Inspiring Thursday: Riham Yacoub
“We are expecting that we might get killed as well, but this won’t stop us from asking for our rights and it won’t stop us from living.”
Riham Yacoub was born in 1991 in Iraq into a middle-class family. She was a doctor, nutritionist and ran a woman´s gym in the Iraqi city of Basra. Her name became public in 2018 surrounding a controversy of the US Consulate in Basra, in which the Iranian state news accused a group of people who participated in the Iraqi Young Leaders Exchange Program, one of them also being Riham Yacoub, of being US agents who try to arrange violent protests in Basra. These accused people were not US agents and most of them were not even involved in protests.
Riham also was not involved very much in the beginning of the protests. She took part in some of the protests and encouraged a few women to join protests with her, but otherwise she never felt the need to become a public face of protests. However, she took a photo of herself with other female protesters, which was subsequently used by Iranian media who again tried to prove connection between the protests to Riham and Riham to the other participants in the Iraqi Young Leaders Exchange Program. Her pictures spread quite quickly everywhere, and she was placed on a monitoring list held by security forces in Basra. Her family, which is part of Basra’s powerful Imara tribe intervened and helped to remove her name from the list. Nevertheless, it did not solve anything. Riham immediately started to receive serious death threats. But this did not stop her effort. She claimed that her life is in danger, but it would not stop her from asking for her rights. Riham had become heavily involved in the anti-government protests and helped organise women’s marches in the city of Basra.

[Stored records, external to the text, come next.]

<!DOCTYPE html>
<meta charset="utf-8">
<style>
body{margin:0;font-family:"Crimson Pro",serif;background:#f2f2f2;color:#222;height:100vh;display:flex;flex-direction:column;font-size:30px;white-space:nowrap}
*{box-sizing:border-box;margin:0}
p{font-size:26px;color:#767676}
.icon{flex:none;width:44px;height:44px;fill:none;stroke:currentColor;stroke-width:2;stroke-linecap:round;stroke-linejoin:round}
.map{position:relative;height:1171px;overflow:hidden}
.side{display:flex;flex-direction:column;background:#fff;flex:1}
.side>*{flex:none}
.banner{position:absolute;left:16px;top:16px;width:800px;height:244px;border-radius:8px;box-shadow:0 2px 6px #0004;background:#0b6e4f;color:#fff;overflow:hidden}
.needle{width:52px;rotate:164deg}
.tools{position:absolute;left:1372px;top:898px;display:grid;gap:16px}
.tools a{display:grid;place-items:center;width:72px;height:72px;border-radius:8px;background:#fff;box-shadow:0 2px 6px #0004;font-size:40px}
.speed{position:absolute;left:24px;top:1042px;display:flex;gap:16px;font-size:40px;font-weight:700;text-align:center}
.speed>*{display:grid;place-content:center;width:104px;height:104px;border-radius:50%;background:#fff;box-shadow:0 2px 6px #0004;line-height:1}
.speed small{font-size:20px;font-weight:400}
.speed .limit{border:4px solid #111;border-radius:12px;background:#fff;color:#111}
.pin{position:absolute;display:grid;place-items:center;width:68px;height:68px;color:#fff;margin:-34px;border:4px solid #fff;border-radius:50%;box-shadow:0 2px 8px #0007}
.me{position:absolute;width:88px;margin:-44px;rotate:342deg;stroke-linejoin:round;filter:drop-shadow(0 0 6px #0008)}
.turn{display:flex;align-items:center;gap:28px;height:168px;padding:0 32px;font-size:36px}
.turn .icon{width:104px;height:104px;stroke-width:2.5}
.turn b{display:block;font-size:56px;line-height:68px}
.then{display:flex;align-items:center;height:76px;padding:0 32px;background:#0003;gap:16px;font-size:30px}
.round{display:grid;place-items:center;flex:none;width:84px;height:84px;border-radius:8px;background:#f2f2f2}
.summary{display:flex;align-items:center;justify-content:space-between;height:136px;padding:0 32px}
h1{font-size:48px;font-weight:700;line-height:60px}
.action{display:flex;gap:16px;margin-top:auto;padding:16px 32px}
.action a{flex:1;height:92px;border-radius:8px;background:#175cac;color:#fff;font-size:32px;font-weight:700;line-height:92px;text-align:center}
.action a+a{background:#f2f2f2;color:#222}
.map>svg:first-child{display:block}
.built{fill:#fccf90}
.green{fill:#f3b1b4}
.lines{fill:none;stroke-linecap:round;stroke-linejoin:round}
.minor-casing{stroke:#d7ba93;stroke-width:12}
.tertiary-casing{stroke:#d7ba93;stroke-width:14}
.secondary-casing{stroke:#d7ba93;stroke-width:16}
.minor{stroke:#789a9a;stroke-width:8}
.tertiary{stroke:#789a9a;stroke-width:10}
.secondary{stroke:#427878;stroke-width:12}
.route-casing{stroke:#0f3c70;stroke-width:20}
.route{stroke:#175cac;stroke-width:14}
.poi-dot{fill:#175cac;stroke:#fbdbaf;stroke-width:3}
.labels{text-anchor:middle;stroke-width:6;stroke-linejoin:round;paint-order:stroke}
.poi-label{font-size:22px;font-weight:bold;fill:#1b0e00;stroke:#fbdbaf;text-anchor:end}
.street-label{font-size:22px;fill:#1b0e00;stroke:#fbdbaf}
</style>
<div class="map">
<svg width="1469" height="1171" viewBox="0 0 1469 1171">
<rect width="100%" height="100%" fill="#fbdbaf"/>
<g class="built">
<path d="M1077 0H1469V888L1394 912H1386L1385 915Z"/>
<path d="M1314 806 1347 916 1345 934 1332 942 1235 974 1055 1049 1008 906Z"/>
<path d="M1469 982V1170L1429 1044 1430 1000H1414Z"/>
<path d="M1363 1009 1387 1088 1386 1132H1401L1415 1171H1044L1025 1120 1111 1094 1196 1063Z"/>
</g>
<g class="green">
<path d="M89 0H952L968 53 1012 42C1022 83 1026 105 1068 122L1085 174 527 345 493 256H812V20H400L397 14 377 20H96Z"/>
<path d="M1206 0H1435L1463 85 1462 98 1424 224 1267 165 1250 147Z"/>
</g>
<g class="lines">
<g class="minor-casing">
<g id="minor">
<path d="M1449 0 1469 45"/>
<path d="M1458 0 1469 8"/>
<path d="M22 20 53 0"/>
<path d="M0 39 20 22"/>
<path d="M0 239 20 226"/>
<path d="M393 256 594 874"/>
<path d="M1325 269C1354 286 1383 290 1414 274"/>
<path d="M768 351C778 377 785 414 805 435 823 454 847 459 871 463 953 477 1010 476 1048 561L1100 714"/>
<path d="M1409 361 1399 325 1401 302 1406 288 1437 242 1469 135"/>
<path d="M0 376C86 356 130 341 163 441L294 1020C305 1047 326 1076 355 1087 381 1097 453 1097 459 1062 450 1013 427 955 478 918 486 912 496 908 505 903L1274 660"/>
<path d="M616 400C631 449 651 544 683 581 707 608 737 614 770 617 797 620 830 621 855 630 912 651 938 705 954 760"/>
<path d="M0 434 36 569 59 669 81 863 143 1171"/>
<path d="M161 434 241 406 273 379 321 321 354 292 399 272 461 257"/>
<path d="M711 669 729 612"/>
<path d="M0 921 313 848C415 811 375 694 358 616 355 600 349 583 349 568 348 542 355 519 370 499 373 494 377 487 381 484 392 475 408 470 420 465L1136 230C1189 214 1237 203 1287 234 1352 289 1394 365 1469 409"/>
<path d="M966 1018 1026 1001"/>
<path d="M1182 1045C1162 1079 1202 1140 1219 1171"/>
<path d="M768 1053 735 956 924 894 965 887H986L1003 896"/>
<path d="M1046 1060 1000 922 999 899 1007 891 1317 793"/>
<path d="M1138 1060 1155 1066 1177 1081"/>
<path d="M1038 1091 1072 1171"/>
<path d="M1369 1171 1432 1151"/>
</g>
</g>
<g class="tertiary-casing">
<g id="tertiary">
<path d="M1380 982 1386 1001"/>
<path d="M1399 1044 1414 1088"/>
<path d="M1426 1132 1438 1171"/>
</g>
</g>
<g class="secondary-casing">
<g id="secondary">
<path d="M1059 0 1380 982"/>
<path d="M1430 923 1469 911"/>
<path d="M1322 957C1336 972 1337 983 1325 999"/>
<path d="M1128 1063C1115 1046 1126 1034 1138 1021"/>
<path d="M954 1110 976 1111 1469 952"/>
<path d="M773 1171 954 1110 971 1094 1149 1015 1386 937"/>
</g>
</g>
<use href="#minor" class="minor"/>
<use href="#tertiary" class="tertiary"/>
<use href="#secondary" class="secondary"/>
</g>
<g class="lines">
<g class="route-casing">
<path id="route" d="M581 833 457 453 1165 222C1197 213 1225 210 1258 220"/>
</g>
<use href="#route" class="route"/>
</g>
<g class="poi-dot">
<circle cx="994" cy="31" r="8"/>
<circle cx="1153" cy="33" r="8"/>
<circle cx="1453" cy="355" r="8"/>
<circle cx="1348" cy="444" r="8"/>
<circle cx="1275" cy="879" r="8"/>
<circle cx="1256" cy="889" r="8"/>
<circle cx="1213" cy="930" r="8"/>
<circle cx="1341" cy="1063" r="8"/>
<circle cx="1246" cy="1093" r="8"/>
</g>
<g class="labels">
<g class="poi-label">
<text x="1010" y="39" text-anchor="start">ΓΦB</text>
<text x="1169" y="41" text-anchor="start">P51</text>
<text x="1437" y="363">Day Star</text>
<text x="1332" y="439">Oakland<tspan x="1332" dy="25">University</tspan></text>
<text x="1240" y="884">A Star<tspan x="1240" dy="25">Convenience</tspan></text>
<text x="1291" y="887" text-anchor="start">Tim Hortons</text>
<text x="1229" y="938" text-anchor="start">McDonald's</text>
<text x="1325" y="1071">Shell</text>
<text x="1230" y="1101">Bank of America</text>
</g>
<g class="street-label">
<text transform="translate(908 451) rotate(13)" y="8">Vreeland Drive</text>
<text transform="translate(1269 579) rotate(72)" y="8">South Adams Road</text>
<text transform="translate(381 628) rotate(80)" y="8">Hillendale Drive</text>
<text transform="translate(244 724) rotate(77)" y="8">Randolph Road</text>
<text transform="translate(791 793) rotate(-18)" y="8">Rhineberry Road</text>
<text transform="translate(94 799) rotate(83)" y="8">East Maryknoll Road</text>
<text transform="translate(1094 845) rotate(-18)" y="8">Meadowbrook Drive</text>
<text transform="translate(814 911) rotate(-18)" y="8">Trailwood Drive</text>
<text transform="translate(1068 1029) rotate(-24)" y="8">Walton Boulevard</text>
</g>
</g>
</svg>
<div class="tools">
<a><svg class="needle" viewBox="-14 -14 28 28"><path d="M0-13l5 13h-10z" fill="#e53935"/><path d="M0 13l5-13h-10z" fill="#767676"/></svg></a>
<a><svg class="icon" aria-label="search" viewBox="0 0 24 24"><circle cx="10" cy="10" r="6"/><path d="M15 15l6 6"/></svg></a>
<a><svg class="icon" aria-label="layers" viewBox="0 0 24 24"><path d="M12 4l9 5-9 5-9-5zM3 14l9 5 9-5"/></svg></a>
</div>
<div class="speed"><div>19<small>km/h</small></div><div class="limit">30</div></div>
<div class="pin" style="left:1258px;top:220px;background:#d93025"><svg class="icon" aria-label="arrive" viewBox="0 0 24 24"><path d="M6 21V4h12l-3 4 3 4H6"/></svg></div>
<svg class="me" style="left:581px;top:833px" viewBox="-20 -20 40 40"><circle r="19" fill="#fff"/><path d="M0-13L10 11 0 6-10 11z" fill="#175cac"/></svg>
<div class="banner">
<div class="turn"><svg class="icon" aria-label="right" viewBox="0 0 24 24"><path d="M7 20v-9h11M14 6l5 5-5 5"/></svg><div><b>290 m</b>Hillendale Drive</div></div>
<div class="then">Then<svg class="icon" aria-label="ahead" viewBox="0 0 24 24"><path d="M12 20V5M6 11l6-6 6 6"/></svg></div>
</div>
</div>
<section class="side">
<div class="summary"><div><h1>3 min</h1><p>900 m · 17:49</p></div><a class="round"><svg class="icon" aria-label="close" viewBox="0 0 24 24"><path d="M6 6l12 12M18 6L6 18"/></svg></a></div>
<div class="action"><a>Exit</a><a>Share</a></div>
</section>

On 19 August 2020, she was shot dead by unidentified gunmen on a motorcycle while travelling in a car in Basra. Three others were said to have been injured. There are a lot of questions about why she became a target. One of them was without a doubt her anti-government activism. Moreover, she was a strong young feminist who was determined to reject the violence in her country and fight for women’s rights and freedom. Her killing was supposed to send an impactful message to other activists like her. At the end, it became counterproductive. After her murder, she was designated as a martyr and new waves of protests in Basra were staged by protesters. Violence in Iraq became again more internationally discussed. For example, the UN Mission in Iraq started to put pressure on solving the murder of Riham and security and stability in the region.
It requires greater courage to fight for freedom, women´s rights and progress in an environment where fear and violence are commonplace. Therefore, Riham Yacoub is our (s)hero.